Information provided -
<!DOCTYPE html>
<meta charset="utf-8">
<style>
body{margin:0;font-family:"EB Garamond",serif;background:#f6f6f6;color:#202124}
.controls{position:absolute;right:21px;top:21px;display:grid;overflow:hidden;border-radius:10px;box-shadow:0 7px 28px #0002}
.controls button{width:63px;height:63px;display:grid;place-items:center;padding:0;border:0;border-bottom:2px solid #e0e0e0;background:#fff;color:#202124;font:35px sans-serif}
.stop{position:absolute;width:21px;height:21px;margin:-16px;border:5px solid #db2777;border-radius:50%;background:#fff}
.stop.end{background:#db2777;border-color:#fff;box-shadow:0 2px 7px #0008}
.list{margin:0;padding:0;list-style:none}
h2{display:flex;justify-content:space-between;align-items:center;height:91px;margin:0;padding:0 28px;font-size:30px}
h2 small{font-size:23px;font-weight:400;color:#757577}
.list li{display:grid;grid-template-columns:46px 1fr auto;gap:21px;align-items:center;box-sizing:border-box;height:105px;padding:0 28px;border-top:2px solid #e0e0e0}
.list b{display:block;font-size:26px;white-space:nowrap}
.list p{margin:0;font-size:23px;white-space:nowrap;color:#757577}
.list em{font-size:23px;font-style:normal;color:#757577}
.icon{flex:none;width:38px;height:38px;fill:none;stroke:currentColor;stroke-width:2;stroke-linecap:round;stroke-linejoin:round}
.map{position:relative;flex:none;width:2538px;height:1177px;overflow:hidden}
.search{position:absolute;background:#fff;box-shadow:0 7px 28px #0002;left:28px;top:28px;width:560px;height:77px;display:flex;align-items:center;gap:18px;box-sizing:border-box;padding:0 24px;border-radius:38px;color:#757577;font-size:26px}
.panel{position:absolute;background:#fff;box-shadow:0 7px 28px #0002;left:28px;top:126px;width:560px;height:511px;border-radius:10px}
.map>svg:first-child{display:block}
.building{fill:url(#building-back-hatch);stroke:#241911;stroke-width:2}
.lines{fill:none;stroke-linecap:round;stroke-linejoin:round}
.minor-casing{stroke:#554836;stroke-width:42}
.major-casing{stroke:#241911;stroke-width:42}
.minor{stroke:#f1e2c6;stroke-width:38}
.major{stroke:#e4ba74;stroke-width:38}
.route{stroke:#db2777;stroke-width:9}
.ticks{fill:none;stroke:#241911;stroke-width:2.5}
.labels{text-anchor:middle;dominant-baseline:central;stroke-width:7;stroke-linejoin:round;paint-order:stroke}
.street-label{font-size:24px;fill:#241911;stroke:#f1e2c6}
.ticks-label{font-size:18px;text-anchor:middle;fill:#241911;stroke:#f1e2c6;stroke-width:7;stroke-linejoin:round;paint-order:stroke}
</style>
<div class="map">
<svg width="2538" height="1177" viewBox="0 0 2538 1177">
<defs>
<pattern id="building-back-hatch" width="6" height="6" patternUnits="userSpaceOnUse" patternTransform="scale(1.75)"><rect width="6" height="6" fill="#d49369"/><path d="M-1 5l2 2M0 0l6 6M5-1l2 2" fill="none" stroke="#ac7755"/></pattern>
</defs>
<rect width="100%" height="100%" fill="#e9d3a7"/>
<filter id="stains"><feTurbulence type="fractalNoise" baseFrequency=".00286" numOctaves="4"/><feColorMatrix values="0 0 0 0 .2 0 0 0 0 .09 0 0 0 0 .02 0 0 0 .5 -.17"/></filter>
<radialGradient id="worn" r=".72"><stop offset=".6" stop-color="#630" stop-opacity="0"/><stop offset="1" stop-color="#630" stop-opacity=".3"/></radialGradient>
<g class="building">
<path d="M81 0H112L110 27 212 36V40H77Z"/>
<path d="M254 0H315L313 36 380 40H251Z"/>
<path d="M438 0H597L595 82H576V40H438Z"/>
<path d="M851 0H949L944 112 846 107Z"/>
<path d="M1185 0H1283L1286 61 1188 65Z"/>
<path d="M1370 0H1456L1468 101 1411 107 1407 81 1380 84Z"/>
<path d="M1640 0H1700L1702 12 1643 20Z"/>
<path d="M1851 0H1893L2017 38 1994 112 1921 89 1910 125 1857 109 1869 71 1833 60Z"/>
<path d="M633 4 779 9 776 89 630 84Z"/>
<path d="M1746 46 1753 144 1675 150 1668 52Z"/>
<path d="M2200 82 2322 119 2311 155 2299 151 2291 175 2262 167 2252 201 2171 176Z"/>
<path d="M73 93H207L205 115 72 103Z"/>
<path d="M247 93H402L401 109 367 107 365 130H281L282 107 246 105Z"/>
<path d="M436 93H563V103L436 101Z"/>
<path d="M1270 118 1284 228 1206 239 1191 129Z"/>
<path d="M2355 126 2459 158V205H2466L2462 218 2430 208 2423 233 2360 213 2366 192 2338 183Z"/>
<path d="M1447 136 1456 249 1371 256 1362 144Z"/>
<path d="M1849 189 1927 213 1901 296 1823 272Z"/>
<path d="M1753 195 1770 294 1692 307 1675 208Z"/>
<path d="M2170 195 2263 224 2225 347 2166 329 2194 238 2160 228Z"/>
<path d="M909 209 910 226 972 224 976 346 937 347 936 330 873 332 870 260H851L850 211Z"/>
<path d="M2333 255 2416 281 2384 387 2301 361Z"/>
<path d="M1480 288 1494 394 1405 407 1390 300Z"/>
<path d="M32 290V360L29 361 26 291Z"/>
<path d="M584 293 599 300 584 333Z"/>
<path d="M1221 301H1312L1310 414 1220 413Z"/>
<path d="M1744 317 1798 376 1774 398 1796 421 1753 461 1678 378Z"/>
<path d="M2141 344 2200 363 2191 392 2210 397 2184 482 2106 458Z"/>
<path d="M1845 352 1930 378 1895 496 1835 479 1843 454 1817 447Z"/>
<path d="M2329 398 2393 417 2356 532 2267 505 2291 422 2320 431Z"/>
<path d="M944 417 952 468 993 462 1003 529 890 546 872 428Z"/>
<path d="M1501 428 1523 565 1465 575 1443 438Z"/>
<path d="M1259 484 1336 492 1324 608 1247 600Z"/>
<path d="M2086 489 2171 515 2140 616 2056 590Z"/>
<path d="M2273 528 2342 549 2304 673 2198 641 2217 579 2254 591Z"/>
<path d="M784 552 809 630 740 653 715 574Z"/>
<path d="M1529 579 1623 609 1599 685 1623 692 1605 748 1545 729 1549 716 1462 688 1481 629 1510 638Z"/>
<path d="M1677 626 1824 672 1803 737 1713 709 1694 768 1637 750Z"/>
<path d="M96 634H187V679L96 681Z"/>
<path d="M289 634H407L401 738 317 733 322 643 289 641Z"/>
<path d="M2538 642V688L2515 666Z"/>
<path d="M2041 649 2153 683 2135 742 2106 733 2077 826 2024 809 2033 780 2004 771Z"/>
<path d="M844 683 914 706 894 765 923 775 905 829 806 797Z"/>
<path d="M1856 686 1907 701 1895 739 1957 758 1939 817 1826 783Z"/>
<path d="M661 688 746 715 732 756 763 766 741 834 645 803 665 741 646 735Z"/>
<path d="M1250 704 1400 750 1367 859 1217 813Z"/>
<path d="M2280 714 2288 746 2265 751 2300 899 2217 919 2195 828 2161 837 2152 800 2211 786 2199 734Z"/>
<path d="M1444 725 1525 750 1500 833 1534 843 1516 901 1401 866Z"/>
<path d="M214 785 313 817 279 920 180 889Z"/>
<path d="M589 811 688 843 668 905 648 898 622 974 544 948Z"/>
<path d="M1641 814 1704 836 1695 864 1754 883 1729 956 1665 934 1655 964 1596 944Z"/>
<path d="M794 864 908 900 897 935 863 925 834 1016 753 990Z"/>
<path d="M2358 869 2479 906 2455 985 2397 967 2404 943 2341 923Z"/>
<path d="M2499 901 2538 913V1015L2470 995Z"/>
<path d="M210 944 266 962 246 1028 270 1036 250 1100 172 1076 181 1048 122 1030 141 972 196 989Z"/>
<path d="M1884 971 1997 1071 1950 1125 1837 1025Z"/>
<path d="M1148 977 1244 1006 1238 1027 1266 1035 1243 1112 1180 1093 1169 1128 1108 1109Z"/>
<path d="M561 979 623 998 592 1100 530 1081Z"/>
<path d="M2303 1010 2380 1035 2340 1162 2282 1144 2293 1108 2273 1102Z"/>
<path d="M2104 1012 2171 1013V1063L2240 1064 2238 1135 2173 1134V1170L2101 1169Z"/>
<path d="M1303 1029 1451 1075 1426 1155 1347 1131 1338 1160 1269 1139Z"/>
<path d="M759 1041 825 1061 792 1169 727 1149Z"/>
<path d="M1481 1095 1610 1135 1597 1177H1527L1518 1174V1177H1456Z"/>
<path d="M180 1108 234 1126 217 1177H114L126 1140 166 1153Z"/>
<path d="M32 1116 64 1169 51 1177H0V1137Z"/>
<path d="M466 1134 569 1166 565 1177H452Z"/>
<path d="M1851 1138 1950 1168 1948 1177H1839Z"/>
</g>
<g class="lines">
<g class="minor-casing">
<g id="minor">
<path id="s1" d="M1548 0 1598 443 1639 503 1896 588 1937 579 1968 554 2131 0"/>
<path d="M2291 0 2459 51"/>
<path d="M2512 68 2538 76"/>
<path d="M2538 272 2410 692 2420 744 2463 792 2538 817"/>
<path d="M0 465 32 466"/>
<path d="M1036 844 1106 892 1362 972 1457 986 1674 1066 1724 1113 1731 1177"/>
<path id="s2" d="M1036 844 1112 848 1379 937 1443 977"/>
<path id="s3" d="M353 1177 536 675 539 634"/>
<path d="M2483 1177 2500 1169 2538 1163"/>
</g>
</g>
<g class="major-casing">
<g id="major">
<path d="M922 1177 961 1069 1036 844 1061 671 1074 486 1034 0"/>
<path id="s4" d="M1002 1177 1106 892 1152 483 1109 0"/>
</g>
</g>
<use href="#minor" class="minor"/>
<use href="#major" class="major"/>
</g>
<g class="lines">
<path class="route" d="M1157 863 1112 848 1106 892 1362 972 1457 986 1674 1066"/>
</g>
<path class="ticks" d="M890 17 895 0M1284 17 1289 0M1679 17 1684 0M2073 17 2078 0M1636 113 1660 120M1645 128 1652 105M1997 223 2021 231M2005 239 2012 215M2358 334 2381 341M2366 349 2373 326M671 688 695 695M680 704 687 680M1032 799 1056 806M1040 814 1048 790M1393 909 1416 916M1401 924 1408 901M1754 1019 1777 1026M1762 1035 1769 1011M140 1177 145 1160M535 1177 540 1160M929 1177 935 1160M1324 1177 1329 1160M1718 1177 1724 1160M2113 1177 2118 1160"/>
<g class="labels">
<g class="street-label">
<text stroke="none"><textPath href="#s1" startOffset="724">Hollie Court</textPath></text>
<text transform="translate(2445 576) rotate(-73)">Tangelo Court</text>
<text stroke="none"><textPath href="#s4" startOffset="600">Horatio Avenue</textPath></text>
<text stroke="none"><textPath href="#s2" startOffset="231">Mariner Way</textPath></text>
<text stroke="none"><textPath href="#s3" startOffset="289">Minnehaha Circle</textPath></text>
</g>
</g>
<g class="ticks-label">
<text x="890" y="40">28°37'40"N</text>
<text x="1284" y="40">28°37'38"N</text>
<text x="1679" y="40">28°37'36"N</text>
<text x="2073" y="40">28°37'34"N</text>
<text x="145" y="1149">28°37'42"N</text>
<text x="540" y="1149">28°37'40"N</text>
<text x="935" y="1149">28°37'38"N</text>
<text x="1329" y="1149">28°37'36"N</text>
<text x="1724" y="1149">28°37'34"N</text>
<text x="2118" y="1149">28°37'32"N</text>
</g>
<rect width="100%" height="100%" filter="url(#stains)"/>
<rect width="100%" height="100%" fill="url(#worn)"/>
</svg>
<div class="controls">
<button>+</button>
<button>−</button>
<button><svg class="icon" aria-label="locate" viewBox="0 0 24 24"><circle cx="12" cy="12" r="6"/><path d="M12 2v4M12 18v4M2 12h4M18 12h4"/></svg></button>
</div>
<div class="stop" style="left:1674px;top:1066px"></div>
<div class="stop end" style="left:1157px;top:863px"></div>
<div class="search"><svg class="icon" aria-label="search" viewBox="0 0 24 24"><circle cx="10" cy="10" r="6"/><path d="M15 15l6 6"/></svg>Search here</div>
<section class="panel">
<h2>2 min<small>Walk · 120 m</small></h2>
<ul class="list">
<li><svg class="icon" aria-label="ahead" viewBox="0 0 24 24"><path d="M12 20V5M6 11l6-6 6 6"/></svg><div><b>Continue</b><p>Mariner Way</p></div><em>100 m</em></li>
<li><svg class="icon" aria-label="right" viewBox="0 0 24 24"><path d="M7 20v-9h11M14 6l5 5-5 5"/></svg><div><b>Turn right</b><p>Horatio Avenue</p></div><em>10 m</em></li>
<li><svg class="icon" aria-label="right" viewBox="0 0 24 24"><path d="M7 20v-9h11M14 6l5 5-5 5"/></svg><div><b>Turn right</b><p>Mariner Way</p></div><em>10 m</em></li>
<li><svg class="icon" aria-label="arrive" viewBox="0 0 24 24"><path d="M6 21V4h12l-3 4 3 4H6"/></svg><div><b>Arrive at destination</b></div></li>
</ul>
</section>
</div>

Problem - Scan the lines above for the word "grid" and copy every one where it occurs.

Response to this task -
.controls{position:absolute;right:21px;top:21px;display:grid;overflow:hidden;border-radius:10px;box-shadow:0 7px 28px #0002}
.controls button{width:63px;height:63px;display:grid;place-items:center;padding:0;border:0;border-bottom:2px solid #e0e0e0;background:#fff;color:#202124;font:35px sans-serif}
.list li{display:grid;grid-template-columns:46px 1fr auto;gap:21px;align-items:center;box-sizing:border-box;height:105px;padding:0 28px;border-top:2px solid #e0e0e0}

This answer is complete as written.